- Your objective
Copy every line of the entries that includes the word "Stein".

- Data listing

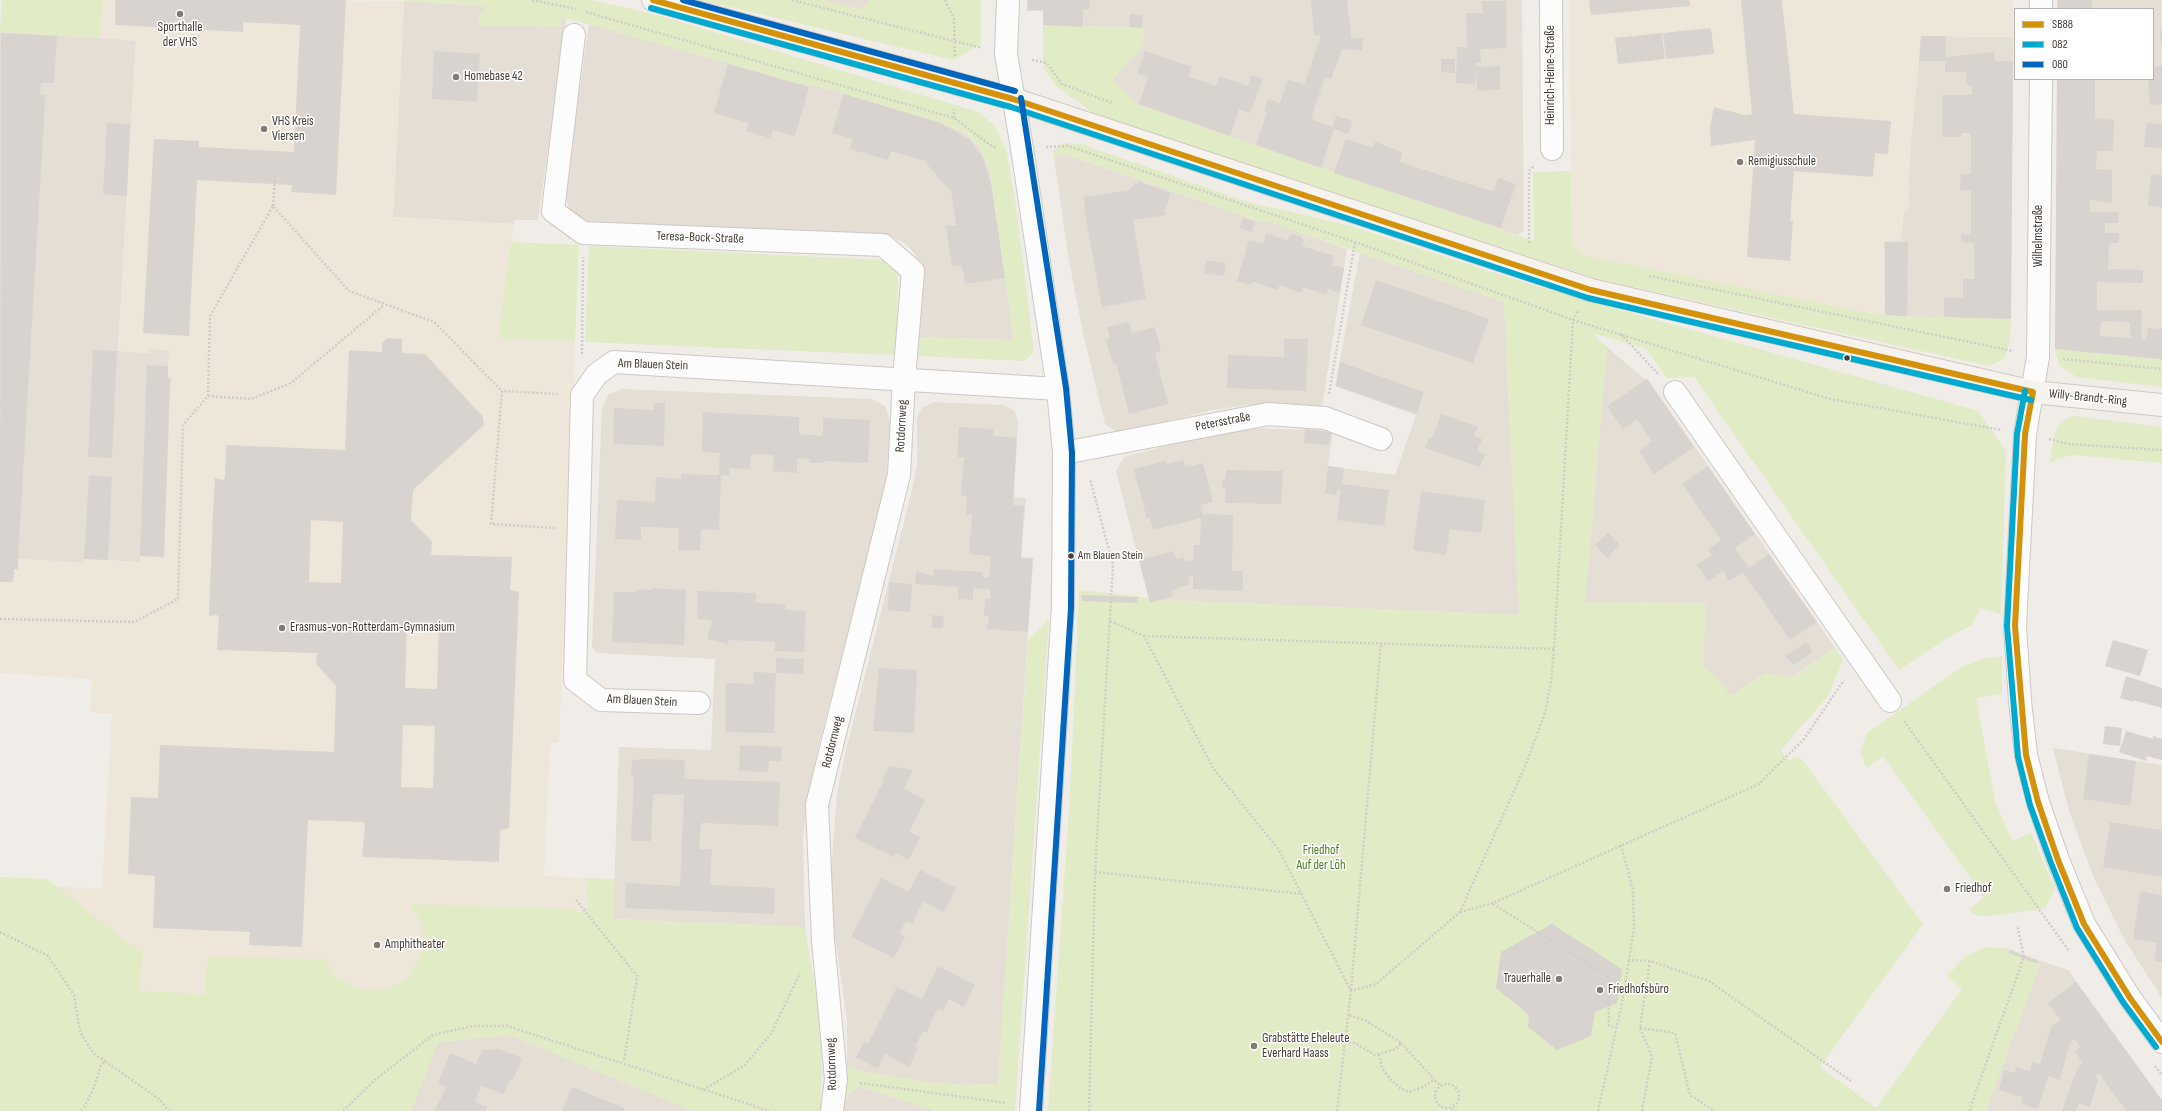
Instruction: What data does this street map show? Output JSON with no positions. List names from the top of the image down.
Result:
{
  "streets": {
    "main road": ["Willy-Brandt-Ring"],
    "street": [
      "Heinrich-Heine-Straße",
      "Wilhelmstraße",
      "Teresa-Bock-Straße",
      "Am Blauen Stein",
      "Petersstraße",
      "Rotdornweg"
    ]
  },
  "crossings": [
    ["Wilhelmstraße", "Willy-Brandt-Ring"],
    ["Teresa-Bock-Straße", "Am Blauen Stein"],
    ["Teresa-Bock-Straße", "Rotdornweg"],
    ["Am Blauen Stein", "Rotdornweg"]
  ],
  "parks": ["Friedhof Auf der Löh"],
  "places": [
    "Sporthalle der VHS",
    "Homebase 42",
    "VHS Kreis Viersen",
    "Remigiusschule",
    "Am Blauen Stein",
    "Erasmus-von-Rotterdam-Gymnasium",
    "Friedhof",
    "Amphitheater",
    "Trauerhalle",
    "Friedhofsbüro",
    "Grabstätte Eheleute Everhard Haass"
  ],
  "lines": ["transit line SB88", "transit line 080", "transit line 082"],
  "legend": ["SB88", "082", "080"]
}
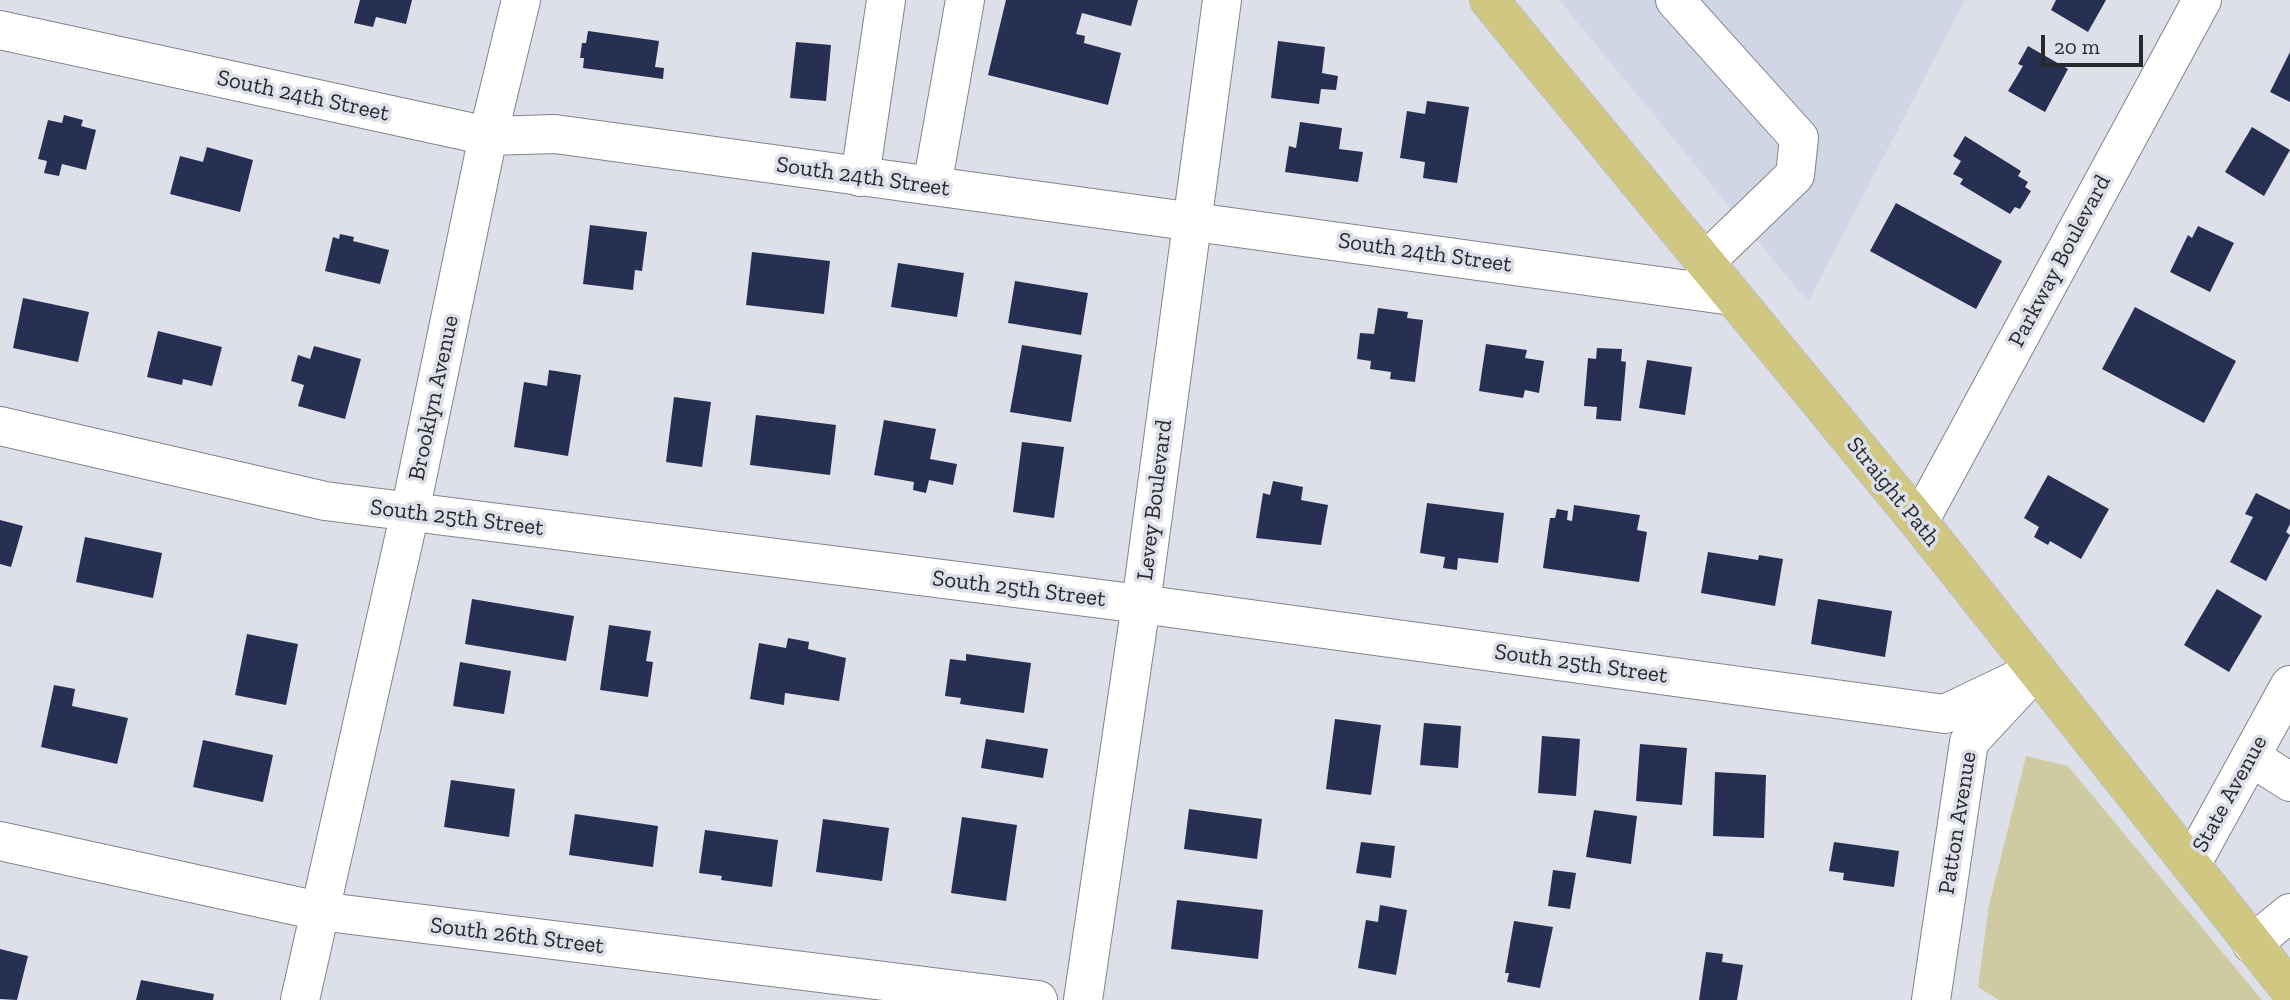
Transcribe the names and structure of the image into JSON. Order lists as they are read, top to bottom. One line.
{"streets":{"main road":["Straight Path"],"street":["South 24th Street","Parkway Boulevard","Brooklyn Avenue","Levey Boulevard","South 25th Street","State Avenue","Patton Avenue","South 26th Street"]},"crossings":[["South 24th Street","Brooklyn Avenue"],["South 24th Street","Straight Path"],["South 24th Street","Levey Boulevard"],["Parkway Boulevard","Straight Path"],["Brooklyn Avenue","South 25th Street"],["Brooklyn Avenue","South 26th Street"],["Straight Path","South 25th Street"],["Straight Path","State Avenue"],["Straight Path","Patton Avenue"],["Levey Boulevard","South 25th Street"],["South 25th Street","Patton Avenue"]],"scale_bar":"20 m"}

- Written solution
      "Am Blauen Stein",
    ["Teresa-Bock-Straße", "Am Blauen Stein"],
    ["Am Blauen Stein", "Rotdornweg"]
    "Am Blauen Stein",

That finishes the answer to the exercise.